(THE RECORDS Opens)
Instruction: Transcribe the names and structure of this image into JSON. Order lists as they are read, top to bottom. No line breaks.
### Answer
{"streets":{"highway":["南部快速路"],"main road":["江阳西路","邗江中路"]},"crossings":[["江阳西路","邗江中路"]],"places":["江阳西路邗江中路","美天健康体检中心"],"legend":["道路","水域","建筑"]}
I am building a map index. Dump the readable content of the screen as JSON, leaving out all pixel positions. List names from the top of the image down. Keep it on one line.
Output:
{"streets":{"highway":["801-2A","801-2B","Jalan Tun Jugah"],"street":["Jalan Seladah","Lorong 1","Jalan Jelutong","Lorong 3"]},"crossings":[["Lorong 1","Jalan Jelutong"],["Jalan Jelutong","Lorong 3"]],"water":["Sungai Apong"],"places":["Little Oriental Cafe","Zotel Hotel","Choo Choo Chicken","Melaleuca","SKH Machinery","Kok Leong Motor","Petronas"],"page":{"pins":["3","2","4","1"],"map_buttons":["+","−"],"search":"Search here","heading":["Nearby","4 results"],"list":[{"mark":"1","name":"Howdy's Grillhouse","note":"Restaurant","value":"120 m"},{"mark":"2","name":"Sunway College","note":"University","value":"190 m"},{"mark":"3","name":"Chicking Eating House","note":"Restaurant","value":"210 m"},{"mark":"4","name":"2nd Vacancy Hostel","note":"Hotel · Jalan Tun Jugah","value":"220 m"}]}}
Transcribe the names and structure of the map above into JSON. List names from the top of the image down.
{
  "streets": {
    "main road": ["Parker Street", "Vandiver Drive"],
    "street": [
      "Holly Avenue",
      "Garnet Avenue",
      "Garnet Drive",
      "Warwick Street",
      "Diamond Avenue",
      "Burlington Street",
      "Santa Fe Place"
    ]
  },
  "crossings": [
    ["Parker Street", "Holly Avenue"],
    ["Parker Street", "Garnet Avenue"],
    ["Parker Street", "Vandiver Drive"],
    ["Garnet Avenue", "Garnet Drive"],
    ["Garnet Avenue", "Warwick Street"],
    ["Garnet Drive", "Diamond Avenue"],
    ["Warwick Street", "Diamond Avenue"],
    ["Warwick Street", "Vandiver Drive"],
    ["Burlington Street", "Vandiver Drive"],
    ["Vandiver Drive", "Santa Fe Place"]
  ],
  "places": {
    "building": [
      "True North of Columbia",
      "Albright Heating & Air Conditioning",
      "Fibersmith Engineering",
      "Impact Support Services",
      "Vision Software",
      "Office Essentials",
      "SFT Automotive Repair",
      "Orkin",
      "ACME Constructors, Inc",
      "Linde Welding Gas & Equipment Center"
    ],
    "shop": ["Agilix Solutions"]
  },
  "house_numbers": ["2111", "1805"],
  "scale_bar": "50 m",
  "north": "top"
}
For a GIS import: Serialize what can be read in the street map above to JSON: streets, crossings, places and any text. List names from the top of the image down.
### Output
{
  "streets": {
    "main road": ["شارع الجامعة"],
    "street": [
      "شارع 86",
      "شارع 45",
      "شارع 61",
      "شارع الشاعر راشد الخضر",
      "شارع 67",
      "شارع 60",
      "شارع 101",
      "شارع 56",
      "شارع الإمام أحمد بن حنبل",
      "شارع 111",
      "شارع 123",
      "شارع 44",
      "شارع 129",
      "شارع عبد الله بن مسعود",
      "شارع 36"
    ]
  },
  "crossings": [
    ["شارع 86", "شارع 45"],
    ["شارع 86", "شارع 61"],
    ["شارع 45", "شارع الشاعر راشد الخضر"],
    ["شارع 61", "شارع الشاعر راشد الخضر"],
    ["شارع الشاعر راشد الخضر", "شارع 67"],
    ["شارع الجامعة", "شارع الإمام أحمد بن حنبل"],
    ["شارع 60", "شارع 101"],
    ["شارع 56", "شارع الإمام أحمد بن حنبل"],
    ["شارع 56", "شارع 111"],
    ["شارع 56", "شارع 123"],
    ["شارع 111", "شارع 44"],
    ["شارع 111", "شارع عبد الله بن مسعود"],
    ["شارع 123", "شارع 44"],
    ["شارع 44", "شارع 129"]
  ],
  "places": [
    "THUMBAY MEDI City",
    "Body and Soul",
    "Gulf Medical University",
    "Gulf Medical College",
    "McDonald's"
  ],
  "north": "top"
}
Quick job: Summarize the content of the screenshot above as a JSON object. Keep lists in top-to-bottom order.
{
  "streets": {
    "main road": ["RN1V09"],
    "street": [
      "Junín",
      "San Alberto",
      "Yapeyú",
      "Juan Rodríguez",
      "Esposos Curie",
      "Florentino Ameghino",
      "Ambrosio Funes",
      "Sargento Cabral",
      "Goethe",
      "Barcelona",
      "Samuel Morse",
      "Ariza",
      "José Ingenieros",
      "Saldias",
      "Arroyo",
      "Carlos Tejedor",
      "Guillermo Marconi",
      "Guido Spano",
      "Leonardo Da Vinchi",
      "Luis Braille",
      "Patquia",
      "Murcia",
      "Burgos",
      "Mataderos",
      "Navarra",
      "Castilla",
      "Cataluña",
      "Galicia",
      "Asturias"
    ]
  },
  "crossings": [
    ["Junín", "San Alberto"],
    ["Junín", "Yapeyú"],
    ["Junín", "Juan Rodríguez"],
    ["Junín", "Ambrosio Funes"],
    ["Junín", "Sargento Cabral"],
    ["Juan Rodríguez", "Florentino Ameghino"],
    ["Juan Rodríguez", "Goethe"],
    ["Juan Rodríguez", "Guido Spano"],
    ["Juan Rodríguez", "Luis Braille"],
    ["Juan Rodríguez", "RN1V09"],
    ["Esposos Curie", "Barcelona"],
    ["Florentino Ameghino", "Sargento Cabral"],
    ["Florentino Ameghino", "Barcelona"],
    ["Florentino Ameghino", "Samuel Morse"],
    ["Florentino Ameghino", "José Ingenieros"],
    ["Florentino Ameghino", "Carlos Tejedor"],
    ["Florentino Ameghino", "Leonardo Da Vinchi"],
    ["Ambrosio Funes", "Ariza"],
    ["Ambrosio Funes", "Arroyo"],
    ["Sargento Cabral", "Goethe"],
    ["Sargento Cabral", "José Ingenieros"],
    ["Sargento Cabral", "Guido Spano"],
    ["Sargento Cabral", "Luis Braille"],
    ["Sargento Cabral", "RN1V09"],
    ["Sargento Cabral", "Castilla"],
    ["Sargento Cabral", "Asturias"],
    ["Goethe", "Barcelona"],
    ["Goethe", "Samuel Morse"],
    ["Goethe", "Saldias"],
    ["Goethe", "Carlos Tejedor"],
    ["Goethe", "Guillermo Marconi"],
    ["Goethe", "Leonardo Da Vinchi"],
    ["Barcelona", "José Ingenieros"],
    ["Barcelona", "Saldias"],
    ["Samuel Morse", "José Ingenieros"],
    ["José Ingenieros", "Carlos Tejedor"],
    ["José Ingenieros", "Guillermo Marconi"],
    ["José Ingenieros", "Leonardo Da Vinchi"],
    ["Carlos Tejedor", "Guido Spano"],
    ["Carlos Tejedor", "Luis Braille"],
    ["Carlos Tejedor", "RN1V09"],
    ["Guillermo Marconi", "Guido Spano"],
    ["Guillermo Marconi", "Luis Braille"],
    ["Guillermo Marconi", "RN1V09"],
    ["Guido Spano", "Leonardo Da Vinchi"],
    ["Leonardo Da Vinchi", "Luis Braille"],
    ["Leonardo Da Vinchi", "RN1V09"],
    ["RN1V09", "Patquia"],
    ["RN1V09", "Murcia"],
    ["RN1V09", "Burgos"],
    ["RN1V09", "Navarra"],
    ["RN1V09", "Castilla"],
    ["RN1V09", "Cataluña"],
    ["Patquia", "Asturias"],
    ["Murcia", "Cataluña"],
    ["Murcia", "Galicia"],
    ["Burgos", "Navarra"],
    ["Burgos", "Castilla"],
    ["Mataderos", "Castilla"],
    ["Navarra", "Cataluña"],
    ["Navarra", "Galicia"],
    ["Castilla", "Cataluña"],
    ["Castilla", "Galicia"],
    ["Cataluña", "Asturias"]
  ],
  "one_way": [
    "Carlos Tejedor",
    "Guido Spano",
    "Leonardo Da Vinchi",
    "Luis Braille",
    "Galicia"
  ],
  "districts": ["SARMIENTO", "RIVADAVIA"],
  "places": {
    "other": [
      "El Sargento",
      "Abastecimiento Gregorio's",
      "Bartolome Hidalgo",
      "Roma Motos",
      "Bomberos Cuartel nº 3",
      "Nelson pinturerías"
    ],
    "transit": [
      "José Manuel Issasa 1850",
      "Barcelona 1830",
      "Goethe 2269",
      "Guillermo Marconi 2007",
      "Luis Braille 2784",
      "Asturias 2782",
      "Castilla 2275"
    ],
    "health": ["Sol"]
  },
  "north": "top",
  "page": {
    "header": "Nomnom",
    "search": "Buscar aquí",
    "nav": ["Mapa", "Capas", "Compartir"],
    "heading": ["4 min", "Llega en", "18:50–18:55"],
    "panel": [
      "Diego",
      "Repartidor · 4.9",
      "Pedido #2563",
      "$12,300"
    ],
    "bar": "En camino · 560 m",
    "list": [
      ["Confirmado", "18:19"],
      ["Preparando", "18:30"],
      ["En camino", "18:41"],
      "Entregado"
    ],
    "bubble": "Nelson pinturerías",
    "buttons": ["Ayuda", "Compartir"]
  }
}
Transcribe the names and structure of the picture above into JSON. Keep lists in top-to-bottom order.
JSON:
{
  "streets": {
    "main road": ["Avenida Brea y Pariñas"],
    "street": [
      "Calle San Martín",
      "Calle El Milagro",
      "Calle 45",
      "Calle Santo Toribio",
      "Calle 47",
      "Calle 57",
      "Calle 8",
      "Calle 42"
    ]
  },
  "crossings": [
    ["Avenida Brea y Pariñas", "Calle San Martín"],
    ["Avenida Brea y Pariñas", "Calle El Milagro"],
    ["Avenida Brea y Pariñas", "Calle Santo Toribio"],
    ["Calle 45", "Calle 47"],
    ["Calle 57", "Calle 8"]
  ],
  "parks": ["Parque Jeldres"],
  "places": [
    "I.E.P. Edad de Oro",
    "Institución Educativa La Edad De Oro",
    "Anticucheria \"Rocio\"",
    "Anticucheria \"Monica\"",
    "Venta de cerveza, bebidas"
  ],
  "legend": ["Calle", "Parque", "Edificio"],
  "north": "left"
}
(THE RECORDS Closes)
- WHAT YOU WILL DO -
From the records above, return each line that has the string "Guillermo".

- RESULT BELOW -
      "Guillermo Marconi",
    ["Goethe", "Guillermo Marconi"],
    ["José Ingenieros", "Guillermo Marconi"],
    ["Guillermo Marconi", "Guido Spano"],
    ["Guillermo Marconi", "Luis Braille"],
    ["Guillermo Marconi", "RN1V09"],
      "Guillermo Marconi 2007",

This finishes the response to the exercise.